| Records supplied |
--------
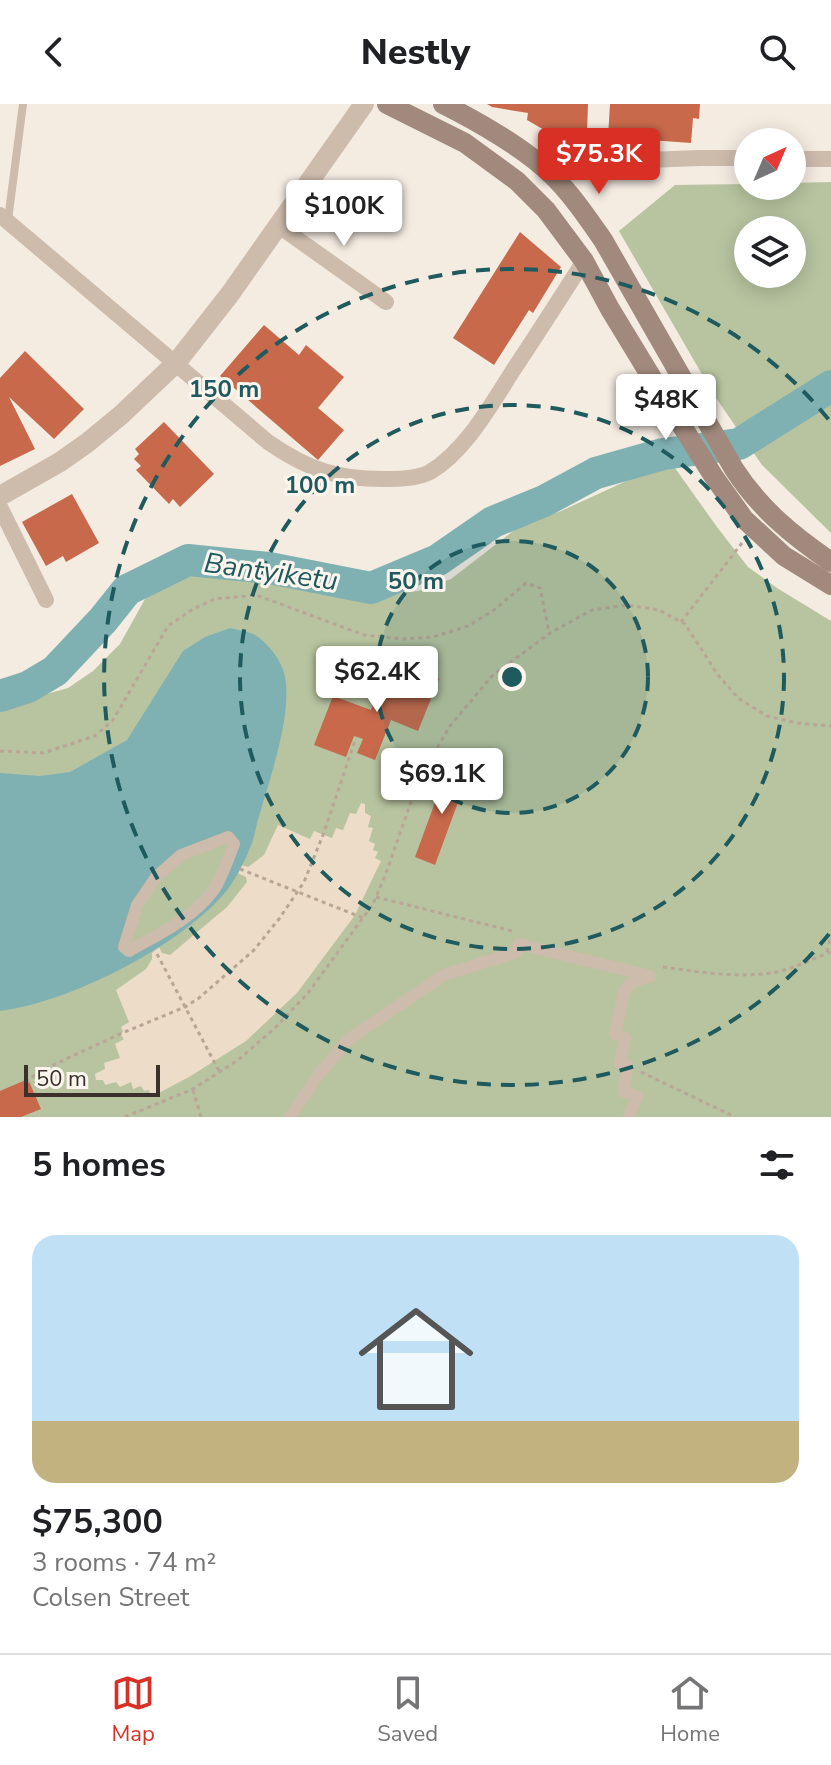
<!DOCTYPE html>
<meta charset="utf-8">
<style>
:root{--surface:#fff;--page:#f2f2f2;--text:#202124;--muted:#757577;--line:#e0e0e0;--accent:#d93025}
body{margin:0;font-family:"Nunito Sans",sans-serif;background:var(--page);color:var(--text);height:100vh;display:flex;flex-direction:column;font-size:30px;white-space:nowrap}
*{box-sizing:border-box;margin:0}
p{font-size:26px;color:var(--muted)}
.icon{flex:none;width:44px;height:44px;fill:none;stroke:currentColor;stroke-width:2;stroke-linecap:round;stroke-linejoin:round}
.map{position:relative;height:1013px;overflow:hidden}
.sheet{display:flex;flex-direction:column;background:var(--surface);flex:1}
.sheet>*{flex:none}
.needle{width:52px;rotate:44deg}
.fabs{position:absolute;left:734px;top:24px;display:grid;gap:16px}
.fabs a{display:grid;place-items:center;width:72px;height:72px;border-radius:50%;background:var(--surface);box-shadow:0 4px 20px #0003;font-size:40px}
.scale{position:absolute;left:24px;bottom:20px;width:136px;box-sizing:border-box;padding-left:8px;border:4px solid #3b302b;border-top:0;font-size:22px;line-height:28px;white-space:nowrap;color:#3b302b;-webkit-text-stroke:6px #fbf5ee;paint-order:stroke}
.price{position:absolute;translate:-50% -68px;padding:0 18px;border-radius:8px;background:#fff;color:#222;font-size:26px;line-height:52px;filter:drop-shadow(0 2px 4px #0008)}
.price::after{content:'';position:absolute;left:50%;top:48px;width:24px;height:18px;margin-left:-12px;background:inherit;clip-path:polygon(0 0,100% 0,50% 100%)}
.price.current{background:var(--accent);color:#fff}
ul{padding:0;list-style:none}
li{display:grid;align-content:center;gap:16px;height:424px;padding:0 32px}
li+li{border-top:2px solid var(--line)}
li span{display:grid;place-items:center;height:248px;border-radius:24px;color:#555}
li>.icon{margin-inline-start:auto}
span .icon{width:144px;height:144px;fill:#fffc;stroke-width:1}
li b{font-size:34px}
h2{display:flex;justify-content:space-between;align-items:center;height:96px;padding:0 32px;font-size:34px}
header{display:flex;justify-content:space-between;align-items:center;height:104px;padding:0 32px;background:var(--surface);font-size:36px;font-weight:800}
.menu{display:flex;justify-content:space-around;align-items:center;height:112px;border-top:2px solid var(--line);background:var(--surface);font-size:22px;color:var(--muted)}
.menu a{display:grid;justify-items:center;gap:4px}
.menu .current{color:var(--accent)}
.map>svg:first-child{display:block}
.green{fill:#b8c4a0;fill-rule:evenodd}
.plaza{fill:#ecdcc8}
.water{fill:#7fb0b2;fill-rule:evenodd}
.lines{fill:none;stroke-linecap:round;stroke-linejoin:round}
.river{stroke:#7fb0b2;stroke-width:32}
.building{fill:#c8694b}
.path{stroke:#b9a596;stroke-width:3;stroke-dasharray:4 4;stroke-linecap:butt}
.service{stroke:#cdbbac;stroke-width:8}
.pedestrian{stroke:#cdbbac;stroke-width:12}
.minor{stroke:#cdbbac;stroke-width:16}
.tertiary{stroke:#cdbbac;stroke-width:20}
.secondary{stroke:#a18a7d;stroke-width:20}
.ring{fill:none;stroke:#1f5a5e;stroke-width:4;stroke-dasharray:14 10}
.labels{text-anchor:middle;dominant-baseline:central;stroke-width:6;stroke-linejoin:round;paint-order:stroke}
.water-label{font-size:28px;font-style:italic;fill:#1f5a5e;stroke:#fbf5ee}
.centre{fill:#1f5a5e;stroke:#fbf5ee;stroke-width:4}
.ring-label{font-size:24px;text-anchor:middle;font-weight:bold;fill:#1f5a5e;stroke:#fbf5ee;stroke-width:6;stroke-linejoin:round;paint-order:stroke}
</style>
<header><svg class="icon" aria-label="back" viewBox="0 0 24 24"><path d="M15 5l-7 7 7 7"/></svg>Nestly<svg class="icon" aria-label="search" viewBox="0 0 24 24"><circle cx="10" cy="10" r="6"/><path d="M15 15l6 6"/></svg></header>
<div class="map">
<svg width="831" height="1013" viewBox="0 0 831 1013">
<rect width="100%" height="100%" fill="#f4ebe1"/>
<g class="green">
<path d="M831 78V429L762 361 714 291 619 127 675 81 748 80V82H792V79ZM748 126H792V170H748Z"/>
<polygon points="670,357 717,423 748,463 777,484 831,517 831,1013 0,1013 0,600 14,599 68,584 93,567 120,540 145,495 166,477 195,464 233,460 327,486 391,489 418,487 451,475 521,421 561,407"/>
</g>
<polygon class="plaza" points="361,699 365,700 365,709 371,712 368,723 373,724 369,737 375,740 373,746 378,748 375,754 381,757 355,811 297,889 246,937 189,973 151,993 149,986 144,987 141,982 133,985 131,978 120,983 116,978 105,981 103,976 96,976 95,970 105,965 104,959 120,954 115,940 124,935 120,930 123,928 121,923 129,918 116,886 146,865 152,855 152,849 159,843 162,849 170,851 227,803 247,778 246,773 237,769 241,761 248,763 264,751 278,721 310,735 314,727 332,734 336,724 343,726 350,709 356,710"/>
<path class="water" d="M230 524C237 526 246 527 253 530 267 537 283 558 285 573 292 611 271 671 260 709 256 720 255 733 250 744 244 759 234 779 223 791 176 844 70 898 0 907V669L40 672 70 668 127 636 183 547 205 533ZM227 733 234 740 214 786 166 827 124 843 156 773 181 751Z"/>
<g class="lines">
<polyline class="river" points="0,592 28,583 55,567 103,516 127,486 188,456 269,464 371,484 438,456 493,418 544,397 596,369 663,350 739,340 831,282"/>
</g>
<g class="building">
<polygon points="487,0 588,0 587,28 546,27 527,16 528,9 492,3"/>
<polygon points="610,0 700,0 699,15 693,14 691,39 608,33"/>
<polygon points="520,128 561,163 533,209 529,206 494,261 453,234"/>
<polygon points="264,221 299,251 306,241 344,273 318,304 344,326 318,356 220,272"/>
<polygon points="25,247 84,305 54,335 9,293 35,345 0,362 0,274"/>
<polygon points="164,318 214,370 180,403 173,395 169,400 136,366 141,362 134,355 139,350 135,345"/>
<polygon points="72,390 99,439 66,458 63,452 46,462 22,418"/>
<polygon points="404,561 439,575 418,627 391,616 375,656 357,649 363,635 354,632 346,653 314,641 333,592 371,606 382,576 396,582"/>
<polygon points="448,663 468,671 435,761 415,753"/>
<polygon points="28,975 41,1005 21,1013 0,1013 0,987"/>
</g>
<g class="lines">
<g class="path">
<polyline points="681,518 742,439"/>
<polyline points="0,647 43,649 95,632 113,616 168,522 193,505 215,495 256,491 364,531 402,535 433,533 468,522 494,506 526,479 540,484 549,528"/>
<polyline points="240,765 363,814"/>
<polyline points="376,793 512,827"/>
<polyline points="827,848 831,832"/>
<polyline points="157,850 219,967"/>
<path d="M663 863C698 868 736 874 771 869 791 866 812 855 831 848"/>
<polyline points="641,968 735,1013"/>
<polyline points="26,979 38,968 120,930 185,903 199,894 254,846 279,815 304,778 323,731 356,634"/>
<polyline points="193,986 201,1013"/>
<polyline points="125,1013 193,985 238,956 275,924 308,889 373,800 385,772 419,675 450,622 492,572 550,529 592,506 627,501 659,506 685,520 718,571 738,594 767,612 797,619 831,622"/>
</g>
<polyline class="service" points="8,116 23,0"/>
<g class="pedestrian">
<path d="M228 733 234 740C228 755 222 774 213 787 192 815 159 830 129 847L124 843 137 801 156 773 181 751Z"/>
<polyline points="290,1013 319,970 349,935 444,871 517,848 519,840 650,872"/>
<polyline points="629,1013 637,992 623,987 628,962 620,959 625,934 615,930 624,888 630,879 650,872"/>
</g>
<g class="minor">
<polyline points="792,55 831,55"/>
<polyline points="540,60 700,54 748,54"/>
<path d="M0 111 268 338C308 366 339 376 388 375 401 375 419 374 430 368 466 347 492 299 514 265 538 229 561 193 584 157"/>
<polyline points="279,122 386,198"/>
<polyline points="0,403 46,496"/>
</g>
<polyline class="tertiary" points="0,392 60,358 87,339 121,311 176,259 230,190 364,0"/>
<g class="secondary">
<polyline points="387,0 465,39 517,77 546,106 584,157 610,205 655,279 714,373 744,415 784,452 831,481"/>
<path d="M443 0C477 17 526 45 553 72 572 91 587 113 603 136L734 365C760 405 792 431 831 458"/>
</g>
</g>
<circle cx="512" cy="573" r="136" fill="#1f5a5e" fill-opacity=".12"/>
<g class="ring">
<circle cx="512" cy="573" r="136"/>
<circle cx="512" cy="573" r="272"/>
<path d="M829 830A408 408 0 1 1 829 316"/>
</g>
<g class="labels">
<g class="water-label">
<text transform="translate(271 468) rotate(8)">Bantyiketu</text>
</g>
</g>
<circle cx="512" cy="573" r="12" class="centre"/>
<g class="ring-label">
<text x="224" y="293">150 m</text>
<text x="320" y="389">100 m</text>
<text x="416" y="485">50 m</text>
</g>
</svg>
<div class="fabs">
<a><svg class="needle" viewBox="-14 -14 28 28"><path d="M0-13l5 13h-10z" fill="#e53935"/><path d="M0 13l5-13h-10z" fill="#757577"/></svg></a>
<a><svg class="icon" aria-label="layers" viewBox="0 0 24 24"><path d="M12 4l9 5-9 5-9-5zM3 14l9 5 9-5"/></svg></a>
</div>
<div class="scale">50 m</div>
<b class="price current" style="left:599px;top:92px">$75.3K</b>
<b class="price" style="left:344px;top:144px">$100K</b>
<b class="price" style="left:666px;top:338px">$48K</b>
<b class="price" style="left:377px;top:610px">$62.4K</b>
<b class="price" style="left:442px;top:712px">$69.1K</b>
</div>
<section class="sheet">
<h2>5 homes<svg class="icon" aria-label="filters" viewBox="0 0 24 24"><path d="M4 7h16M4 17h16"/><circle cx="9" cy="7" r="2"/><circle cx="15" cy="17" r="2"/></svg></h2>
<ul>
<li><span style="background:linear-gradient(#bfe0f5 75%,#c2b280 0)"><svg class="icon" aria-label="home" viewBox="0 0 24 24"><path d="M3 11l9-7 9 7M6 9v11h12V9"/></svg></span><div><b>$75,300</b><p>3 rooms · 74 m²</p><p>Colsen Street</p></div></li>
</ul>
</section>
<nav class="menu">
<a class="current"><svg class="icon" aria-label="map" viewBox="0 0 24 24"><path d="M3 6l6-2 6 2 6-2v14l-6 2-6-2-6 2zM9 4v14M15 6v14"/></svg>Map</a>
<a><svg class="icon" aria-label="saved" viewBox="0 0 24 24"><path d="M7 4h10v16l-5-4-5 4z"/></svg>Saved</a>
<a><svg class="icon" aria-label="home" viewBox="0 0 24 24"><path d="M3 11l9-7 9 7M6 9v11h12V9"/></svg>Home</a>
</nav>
--------
| Problem description |
Determine how many lines in the records contain "margin", and reply with the number only.

| Your solution |
4